--- ACTION ITEM ---
Could you return each line of the material that has "Output" in it?

════════════════

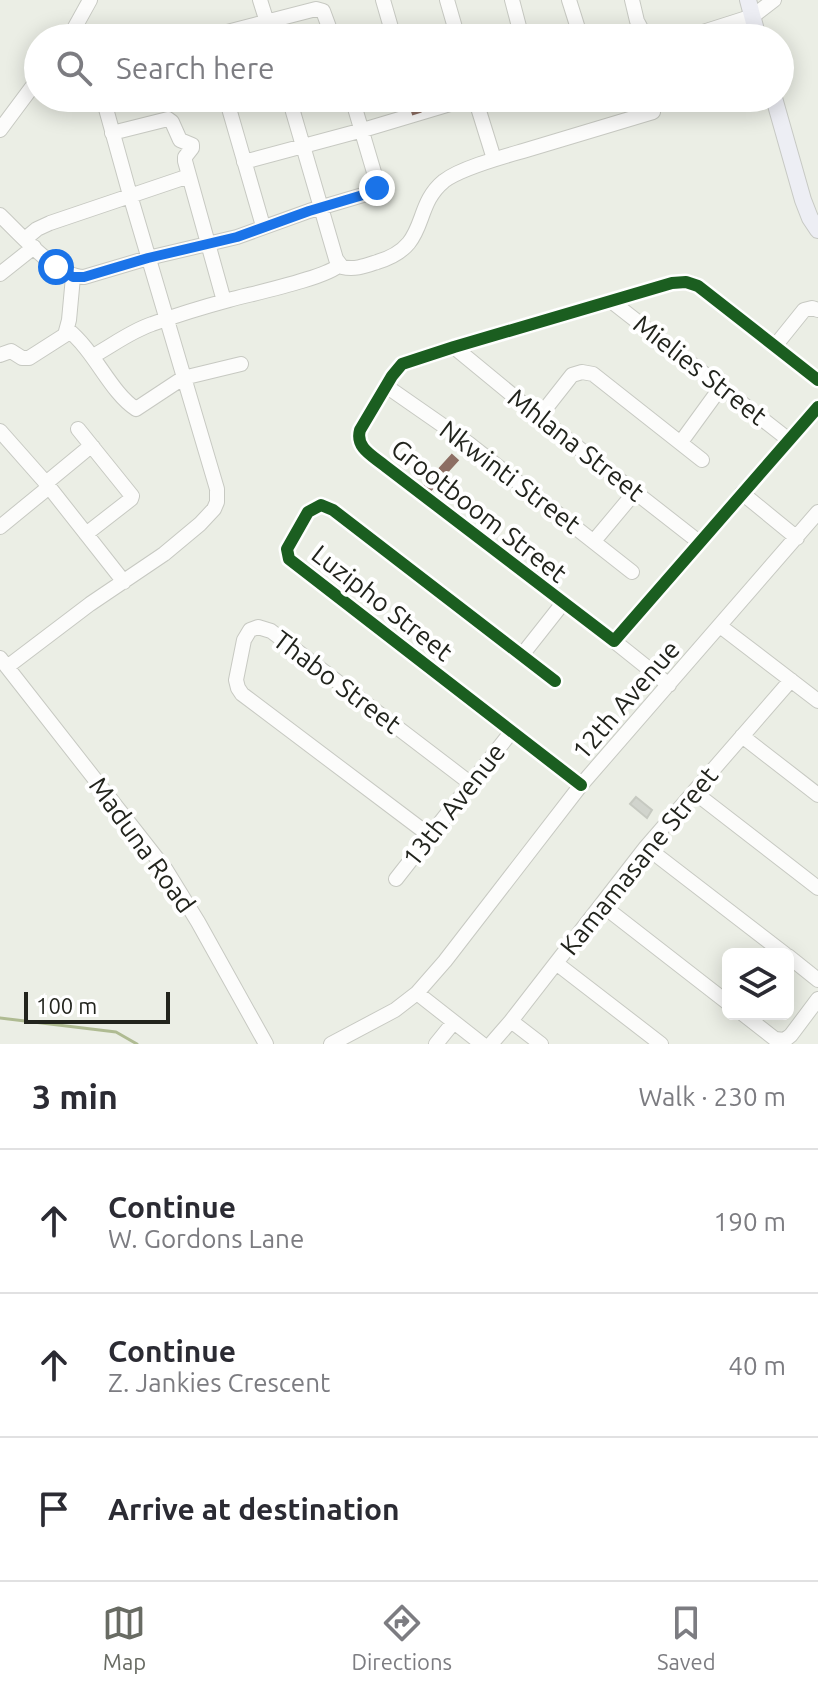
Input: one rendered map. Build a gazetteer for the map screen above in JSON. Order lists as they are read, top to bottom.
{
  "streets": {
    "street": [
      "Mielies Street",
      "Mhlana Street",
      "Nkwinti Street",
      "Grootboom Street",
      "Luzipho Street",
      "Thabo Street",
      "12th Avenue",
      "13th Avenue",
      "Maduna Road",
      "Kamamasane Street"
    ]
  },
  "crossings": [
    ["Mielies Street", "Grootboom Street"],
    ["Mhlana Street", "Grootboom Street"],
    ["Nkwinti Street", "Grootboom Street"],
    ["Grootboom Street", "12th Avenue"],
    ["Luzipho Street", "12th Avenue"],
    ["Luzipho Street", "13th Avenue"],
    ["Thabo Street", "13th Avenue"]
  ],
  "scale_bar": "100 m",
  "page": {
    "search": "Search here",
    "scale": "100 m",
    "heading": ["3 min", "Walk · 230 m"],
    "list": [
      ["Continue", "W. Gordons Lane", "190 m"],
      ["Continue", "Z. Jankies Crescent", "40 m"],
      "Arrive at destination"
    ],
    "nav": ["Map", "Directions", "Saved"]
  }
}
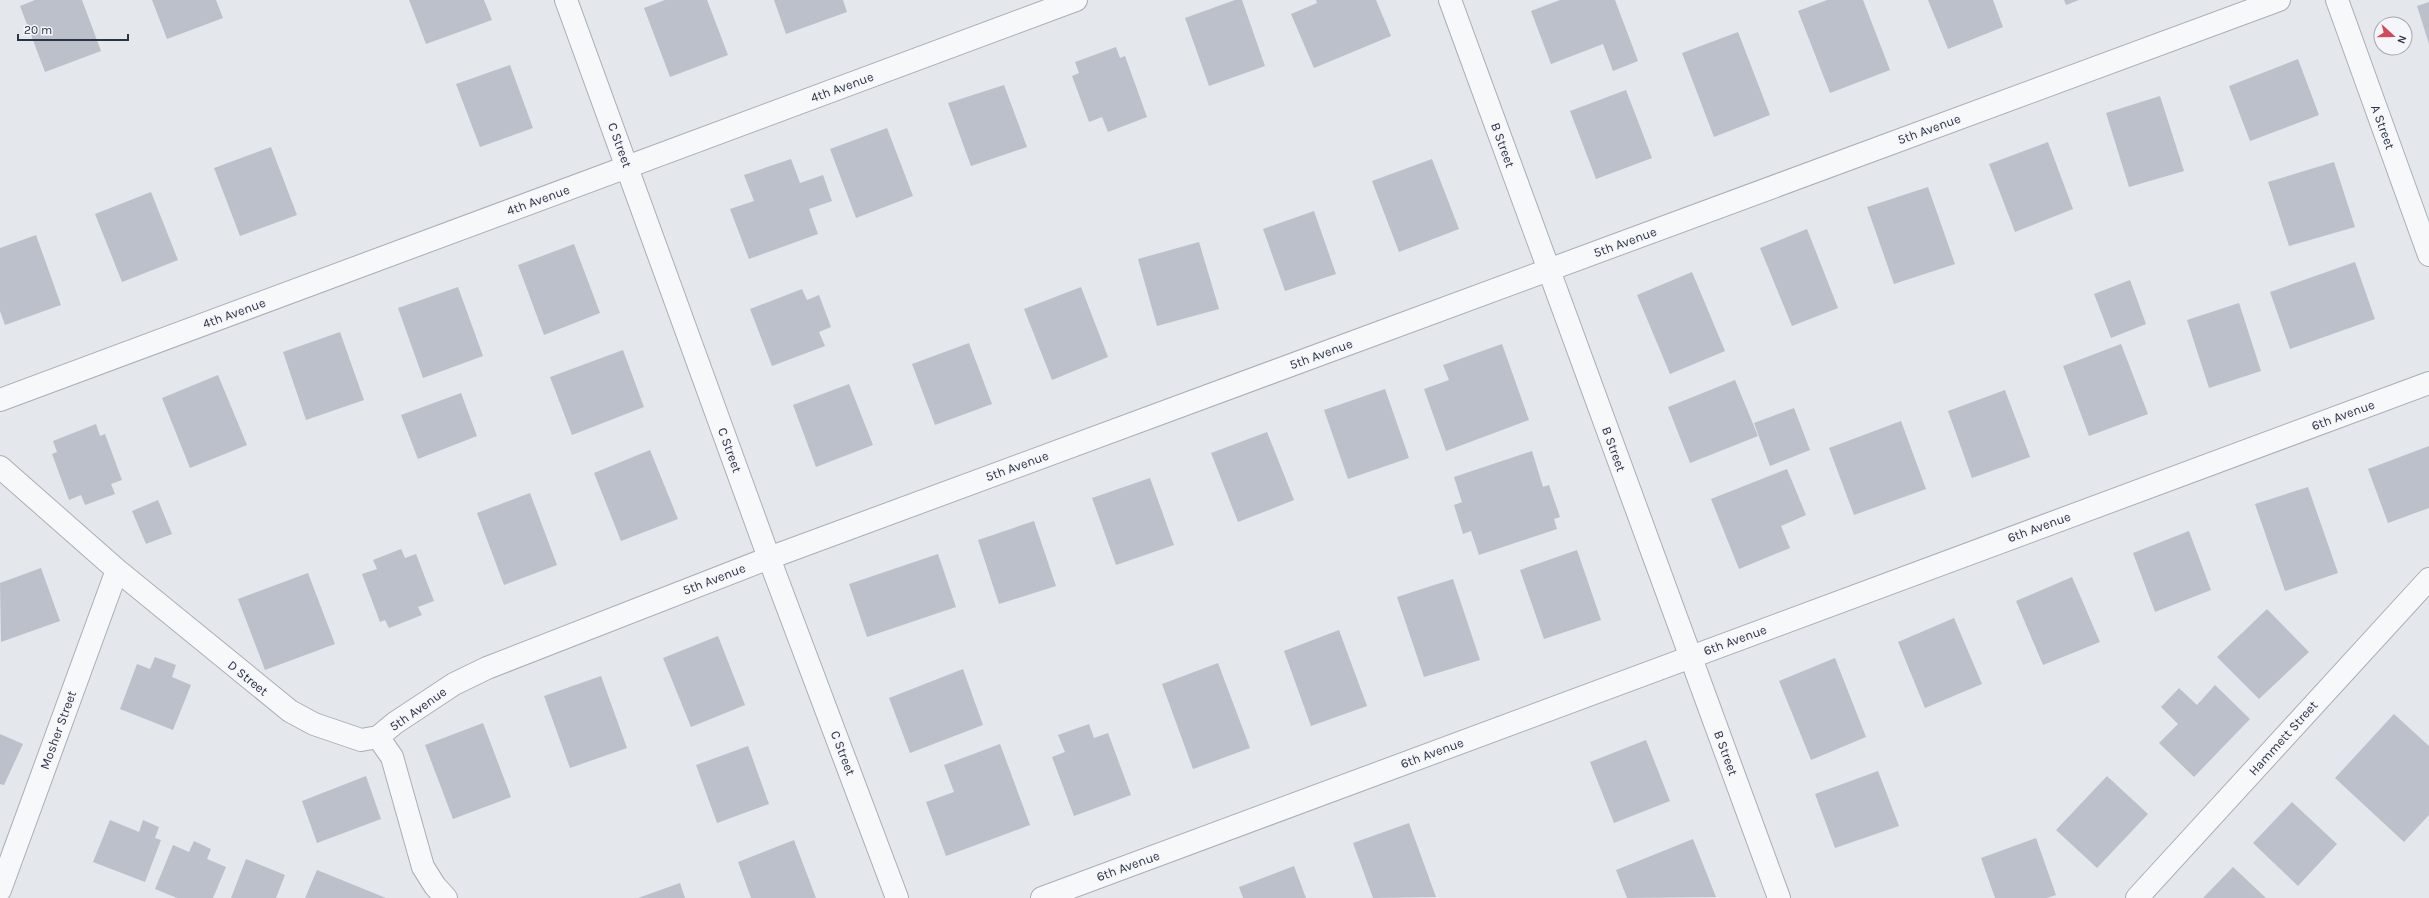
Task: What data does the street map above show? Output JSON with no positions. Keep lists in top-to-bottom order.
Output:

════════════════

--- SOLUTION TO THE PROBLEM ---
Task: What data does the street map above show? Output JSON with no positions. Keep lists in top-to-bottom order.
Output:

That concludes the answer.